Литмир - Электронная Библиотека

–Всё, он нас уже не слышит! – устало произнёс майор, вытирая пот с лица. – А ведь правда это про командирские танки. Чуют, словно звери, в каком танке находится командир подразделения.

–Это страшно для чужих… Должны бояться, когда нас видят издалека… Если не видно наших звёзд, смотрите, как мы сигналим… Бойтесь, если видите поднятый красный флажок! Значит, мы развёртываемся к атаке… А если жёлтый флажок?… Спешивание… Это значит… это значит, мы победили!…

Когда Ласло вышел из медицинской палатки, к его удивлению, был уже поздний вечер. А ему показалось, что на допросе он присутствовал совсем недолго. Дождь уже кончился, на ясном небе плыла полная Луна. Правда, сквозь прозрачную рощу были видны у горизонта частые грозовые всполохи, но это лишь украшало вечерний пейзаж.

Глава 11. У реки Кшень

Свой первый бой Иван Савкин ждал как спасения. Болезненное, отстранённое восприятие окружающей действительности всё чаще охватывало его по мере того, как отдалялся тот страшный день 13 июня, когда на его глазах от немецкой бомбёжки в Саду Пионеров погибла его младшая сестра. Теперь душа Ивана словно сжалась, спряталась, уступив место поселившемуся в его сердце незнакомому ранее чёрному духу. Эта перемена ужасала Ивана, но противиться ей было невозможно, потому что, едва он начинал вспоминать, каким добрым человеком он был, как тут же в его памяти возникало окровавленное лицо маленькой Светки. Лишь снова начав слушать голос чёрного духа, Иван успокаивался и начинал чувствовать себя живым.

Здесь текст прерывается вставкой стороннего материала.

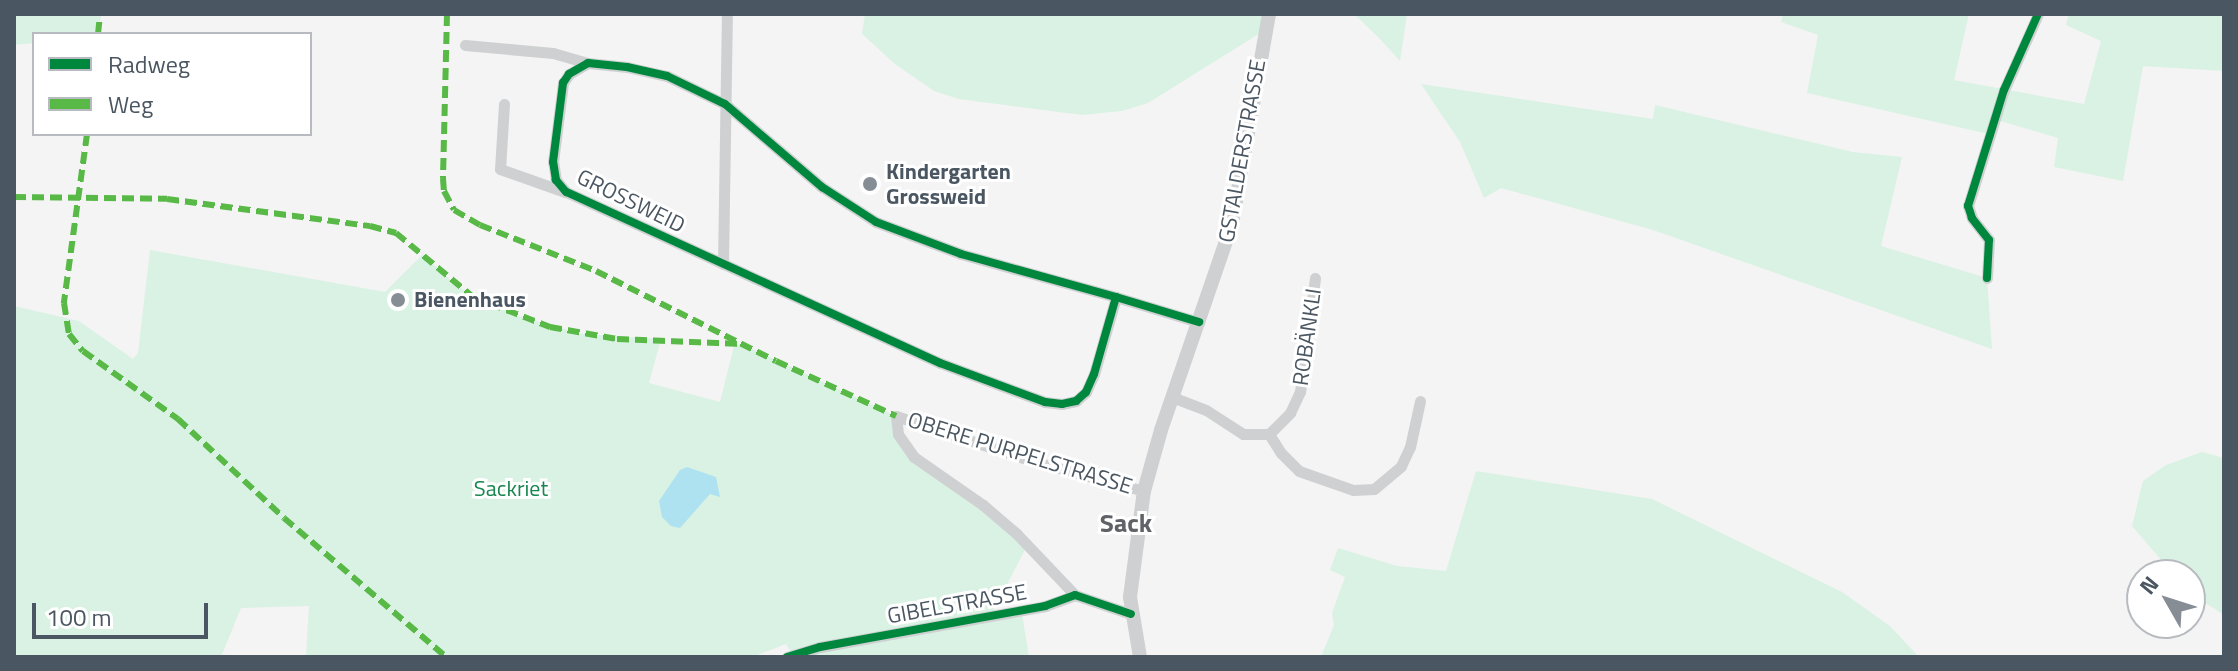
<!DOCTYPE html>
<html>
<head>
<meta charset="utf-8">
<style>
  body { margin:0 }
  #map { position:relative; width:2238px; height:671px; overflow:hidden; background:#f4f4f4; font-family:"Titillium Web",sans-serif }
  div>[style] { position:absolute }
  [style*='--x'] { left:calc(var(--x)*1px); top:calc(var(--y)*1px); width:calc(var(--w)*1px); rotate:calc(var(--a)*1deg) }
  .green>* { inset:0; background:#d9f2e3 }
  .water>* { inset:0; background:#aee2f0 }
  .minor>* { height:11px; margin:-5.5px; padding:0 5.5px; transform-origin:5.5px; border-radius:5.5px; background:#ced0d2 }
  .tertiary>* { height:14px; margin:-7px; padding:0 7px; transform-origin:7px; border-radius:7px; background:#ced0d2 }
  .quiet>* { height:6px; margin-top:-3px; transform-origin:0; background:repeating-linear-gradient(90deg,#58b947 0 12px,transparent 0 18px) }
  .cycleway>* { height:8px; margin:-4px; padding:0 4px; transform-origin:4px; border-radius:4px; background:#00873e }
  .dots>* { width:22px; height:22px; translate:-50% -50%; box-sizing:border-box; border:4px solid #fff; border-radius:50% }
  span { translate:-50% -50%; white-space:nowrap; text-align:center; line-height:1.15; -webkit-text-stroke:6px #fff; paint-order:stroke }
  .street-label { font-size:22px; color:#4a5661 }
  .poi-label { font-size:22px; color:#4a5661; font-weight:700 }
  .left { translate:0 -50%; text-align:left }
  .park-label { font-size:22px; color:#17864f }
  .quarter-label { font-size:26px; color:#5f6368; font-weight:700 }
  .frame { position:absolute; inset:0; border:16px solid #4a5661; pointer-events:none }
  .legend { position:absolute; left:32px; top:32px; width:280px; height:104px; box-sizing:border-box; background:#fff; border:2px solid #b7bbc0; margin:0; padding:10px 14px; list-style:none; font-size:24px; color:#4a5661 }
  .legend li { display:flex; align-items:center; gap:16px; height:40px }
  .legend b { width:40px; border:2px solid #b7bbc0 }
  .north { position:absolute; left:2126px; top:559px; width:80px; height:80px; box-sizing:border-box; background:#fff; border:2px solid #b7bbc0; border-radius:50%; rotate:309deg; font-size:22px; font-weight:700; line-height:32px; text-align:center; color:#4a5661 }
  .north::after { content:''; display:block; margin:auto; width:28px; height:36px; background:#868d94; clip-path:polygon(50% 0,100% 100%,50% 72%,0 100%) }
  .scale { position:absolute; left:32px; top:603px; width:176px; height:36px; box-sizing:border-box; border:4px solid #4a5661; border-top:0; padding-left:10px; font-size:24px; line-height:28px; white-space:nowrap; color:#4a5661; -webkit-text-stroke:6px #fff; paint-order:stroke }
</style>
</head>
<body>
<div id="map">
  <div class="green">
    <div style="clip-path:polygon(14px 14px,101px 14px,99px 34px,34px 34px,34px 43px,14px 45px)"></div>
    <div style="clip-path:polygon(865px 14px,1269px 14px,1265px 30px,1148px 103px,1122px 111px,1082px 115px,959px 99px,934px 91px,895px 64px,862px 34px)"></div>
    <div style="clip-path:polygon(1354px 14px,1407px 14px,1400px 61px,1380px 39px)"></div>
    <div style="clip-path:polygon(1783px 14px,1969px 14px,1954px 80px,2084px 104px,2101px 41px,2066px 25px,2069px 14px,2224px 14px,2224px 71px,2143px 66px,2123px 181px,2054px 167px,2058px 138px,1994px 119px,1989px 134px,1807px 93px,1818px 35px,1781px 22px)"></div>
    <div style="clip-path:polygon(1421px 84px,1653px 119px,1655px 105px,1853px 152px,1902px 157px,1881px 246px,1987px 278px,1992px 349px,1653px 230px,1501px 188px,1484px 198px,1460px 142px)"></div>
    <div style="clip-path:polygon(150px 250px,385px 292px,423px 254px,458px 287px,518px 316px,582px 334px,661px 339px,649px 383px,720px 402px,734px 346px,742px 344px,896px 416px,903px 443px,984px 505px,1027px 546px,992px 613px,791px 652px,786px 644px,752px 657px,306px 657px,309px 606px,241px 608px,221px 657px,14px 657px,14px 306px,79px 321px,133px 359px,138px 353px)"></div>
    <div style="clip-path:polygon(2202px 452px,2224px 458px,2224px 615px,2190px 593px,2190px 575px,2174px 575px,2132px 526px,2143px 481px,2166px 465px)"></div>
    <div style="clip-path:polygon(1476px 471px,1652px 499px,1842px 592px,1890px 626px,1919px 657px,1321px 657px,1334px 625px,1332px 613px,1345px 577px,1330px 570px,1338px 548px,1397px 566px,1446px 571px)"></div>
    <div style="clip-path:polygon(1022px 614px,1029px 657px,799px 657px,822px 650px)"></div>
  </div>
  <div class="water">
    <div style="clip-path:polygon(687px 467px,716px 477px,720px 497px,710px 494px,680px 528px,671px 526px,662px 517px,659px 501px,680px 470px)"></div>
  </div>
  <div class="minor">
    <div style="--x:465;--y:45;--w:88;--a:5.2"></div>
    <div style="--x:553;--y:53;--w:36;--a:16"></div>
    <div style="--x:504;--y:104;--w:65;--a:93.5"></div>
    <div style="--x:500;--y:169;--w:69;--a:19.5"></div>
    <div style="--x:723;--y:264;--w:249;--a:-89.1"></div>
    <div style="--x:1987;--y:278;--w:38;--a:-87"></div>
    <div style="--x:1989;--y:240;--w:28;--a:-128"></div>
    <div style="--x:1972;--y:218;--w:13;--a:-108"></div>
    <div style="--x:1968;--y:206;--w:121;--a:-72.8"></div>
    <div style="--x:2004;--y:90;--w:83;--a:-65.9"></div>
    <div style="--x:1116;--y:297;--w:80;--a:105.9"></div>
    <div style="--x:1094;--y:374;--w:20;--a:114"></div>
    <div style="--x:1086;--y:392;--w:13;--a:138"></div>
    <div style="--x:1076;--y:401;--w:14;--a:168"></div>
    <div style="--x:1062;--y:404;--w:17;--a:-173"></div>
    <div style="--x:1045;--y:402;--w:112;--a:-159.6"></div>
    <div style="--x:940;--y:363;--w:411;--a:-155.4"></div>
    <div style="--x:566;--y:192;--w:16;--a:-130"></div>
    <div style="--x:556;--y:180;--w:18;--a:-99"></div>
    <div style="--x:553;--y:162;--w:80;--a:-82.8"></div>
    <div style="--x:563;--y:83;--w:11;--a:-56"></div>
    <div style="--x:569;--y:74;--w:22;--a:-30"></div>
    <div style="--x:588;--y:63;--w:39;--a:6"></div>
    <div style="--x:627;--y:67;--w:41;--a:12.7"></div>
    <div style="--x:667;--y:76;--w:64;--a:25.8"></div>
    <div style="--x:725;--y:104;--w:128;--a:40.6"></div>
    <div style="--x:822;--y:187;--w:64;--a:32.9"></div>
    <div style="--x:876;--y:222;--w:91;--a:20.6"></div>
    <div style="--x:961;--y:254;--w:161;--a:15.5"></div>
    <div style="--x:1116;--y:297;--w:87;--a:16.8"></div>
    <div style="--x:1172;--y:397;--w:36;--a:21"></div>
    <div style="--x:1206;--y:410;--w:44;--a:33"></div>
    <div style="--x:1243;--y:434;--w:26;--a:0"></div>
    <div style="--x:1269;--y:434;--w:30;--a:-45"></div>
    <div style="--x:1290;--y:413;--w:23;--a:-65"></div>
    <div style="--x:1300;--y:392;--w:115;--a:-82.5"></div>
    <div style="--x:1269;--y:434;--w:22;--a:58"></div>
    <div style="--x:1281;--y:453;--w:25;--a:45"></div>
    <div style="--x:1299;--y:471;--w:57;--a:19.4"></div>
    <div style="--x:1353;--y:490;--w:21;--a:-3"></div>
    <div style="--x:1374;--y:489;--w:35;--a:-40"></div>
    <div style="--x:1401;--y:466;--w:21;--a:-65"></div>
    <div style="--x:1410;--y:447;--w:47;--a:-77.7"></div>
    <div style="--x:1075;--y:595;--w:84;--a:-133.6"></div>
    <div style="--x:1017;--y:534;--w:45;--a:-139.5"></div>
    <div style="--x:983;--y:505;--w:84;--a:-145.2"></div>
    <div style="--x:914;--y:457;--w:28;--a:-125"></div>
    <div style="--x:898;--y:434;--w:18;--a:-96"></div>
    <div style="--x:896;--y:416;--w:143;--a:18.3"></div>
    <div style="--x:1032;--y:461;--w:116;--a:15"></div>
    <div style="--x:787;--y:657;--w:34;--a:-17"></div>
    <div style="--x:820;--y:647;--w:229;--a:-10.3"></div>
    <div style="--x:1045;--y:606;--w:32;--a:-20"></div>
    <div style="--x:1075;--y:595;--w:59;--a:18.7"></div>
  </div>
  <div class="tertiary">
    <div style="--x:1140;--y:657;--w:61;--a:-99.5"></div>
    <div style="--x:1130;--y:597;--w:107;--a:-82.5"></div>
    <div style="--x:1144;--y:491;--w:63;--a:-74.4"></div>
    <div style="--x:1161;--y:430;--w:218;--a:-71"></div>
    <div style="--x:1232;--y:224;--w:213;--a:-80"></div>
  </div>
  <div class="quiet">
    <div style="--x:447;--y:14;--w:164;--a:91.4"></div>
    <div style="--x:443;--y:178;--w:13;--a:86"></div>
    <div style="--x:444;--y:191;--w:21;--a:62"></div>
    <div style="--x:454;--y:210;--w:30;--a:30"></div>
    <div style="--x:480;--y:225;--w:125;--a:21.6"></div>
    <div style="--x:596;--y:271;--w:201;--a:26.6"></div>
    <div style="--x:776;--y:361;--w:132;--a:24.6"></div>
    <div style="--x:98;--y:34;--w:20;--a:-84"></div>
    <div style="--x:87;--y:134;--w:171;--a:97.8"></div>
    <div style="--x:64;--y:303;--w:31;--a:81"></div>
    <div style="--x:69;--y:334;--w:22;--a:51"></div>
    <div style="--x:83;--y:351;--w:117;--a:35.6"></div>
    <div style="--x:178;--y:419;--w:145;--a:43"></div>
    <div style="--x:284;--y:518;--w:213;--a:40.6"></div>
    <div style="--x:14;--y:197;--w:153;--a:0.7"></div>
    <div style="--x:167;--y:199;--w:205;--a:7.6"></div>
    <div style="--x:370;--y:226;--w:27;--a:15"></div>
    <div style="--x:396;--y:233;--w:100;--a:39.7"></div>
    <div style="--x:473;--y:297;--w:83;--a:21.3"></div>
    <div style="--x:550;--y:327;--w:68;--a:10.2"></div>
    <div style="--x:617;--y:339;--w:125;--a:2.3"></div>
  </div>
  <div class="cycleway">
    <div style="--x:1987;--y:278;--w:38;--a:-87"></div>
    <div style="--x:1989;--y:240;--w:28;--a:-128"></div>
    <div style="--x:1972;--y:218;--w:13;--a:-108"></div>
    <div style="--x:1968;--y:206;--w:121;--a:-72.8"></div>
    <div style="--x:2004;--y:90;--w:83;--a:-65.9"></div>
    <div style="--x:1116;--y:297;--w:80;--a:105.9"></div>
    <div style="--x:1094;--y:374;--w:20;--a:114"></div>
    <div style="--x:1086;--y:392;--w:13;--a:138"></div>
    <div style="--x:1076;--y:401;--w:14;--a:168"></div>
    <div style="--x:1062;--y:404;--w:17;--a:-173"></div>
    <div style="--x:1045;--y:402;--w:112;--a:-159.6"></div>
    <div style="--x:940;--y:363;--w:411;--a:-155.4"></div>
    <div style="--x:566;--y:192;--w:16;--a:-130"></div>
    <div style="--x:556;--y:180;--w:18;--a:-99"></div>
    <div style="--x:553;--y:162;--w:80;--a:-82.8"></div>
    <div style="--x:563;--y:83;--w:11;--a:-56"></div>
    <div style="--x:569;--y:74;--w:22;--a:-30"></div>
    <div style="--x:588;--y:63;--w:39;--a:6"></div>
    <div style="--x:627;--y:67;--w:41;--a:12.7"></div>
    <div style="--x:667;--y:76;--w:64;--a:25.8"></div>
    <div style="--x:725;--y:104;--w:128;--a:40.6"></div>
    <div style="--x:822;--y:187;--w:64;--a:32.9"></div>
    <div style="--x:876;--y:222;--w:91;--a:20.6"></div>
    <div style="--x:961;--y:254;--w:161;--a:15.5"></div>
    <div style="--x:1116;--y:297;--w:87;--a:16.8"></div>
    <div style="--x:787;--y:657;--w:34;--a:-17"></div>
    <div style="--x:820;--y:647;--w:229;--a:-10.3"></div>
    <div style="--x:1045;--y:606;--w:32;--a:-20"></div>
    <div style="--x:1075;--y:595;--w:59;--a:18.7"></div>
  </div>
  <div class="dots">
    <div style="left:870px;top:184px;background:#868d94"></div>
    <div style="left:398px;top:300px;background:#868d94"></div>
  </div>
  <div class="street-label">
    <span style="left:1242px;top:151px;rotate:-80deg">GSTALDERSTRASSE</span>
    <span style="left:631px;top:201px;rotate:26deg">GROSSWEID</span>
    <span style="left:1307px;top:337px;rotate:-82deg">ROBÄNKLI</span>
    <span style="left:1020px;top:453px;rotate:17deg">OBERE PURPELSTRASSE</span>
    <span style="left:957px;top:604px;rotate:-10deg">GIBELSTRASSE</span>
  </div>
  <div class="poi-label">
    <span class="left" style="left:886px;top:184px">Kindergarten<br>Grossweid</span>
    <span class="left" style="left:414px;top:300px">Bienenhaus</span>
  </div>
  <div class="park-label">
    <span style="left:511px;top:489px">Sackriet</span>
  </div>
  <div class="quarter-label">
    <span style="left:1126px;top:523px">Sack</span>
  </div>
  <div class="frame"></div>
  <ul class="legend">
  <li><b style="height:10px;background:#00873e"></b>Radweg</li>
  <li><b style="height:10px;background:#58b947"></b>Weg</li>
  </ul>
  <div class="north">N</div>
  <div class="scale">100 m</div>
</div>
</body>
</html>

Вся его жизнь, наполненная большими целями, понятная, и лишь казавшаяся сложной, вдруг рухнула, рассыпалась, лишённая основы. Жестокость этого мира превысила предел его понимания. Родители Ивана, его друзья как-то сумели, в конце концов, смириться, успокоиться после ужаса 13 июня, а он, который всегда был сильным и волевым, уже не мог жить как раньше. Внешне перемена в нём была почти незаметна, он по-прежнему казался всё тем же Иваном, к которому все относились хорошо и которому, кажется, по-женски симпатизировала Эльза. На самом деле того Ивана уже не было – все иные чувства умерли в нём, кроме одного, теперь владеющего им целиком: жажды уничтожить фашистов всех до единого.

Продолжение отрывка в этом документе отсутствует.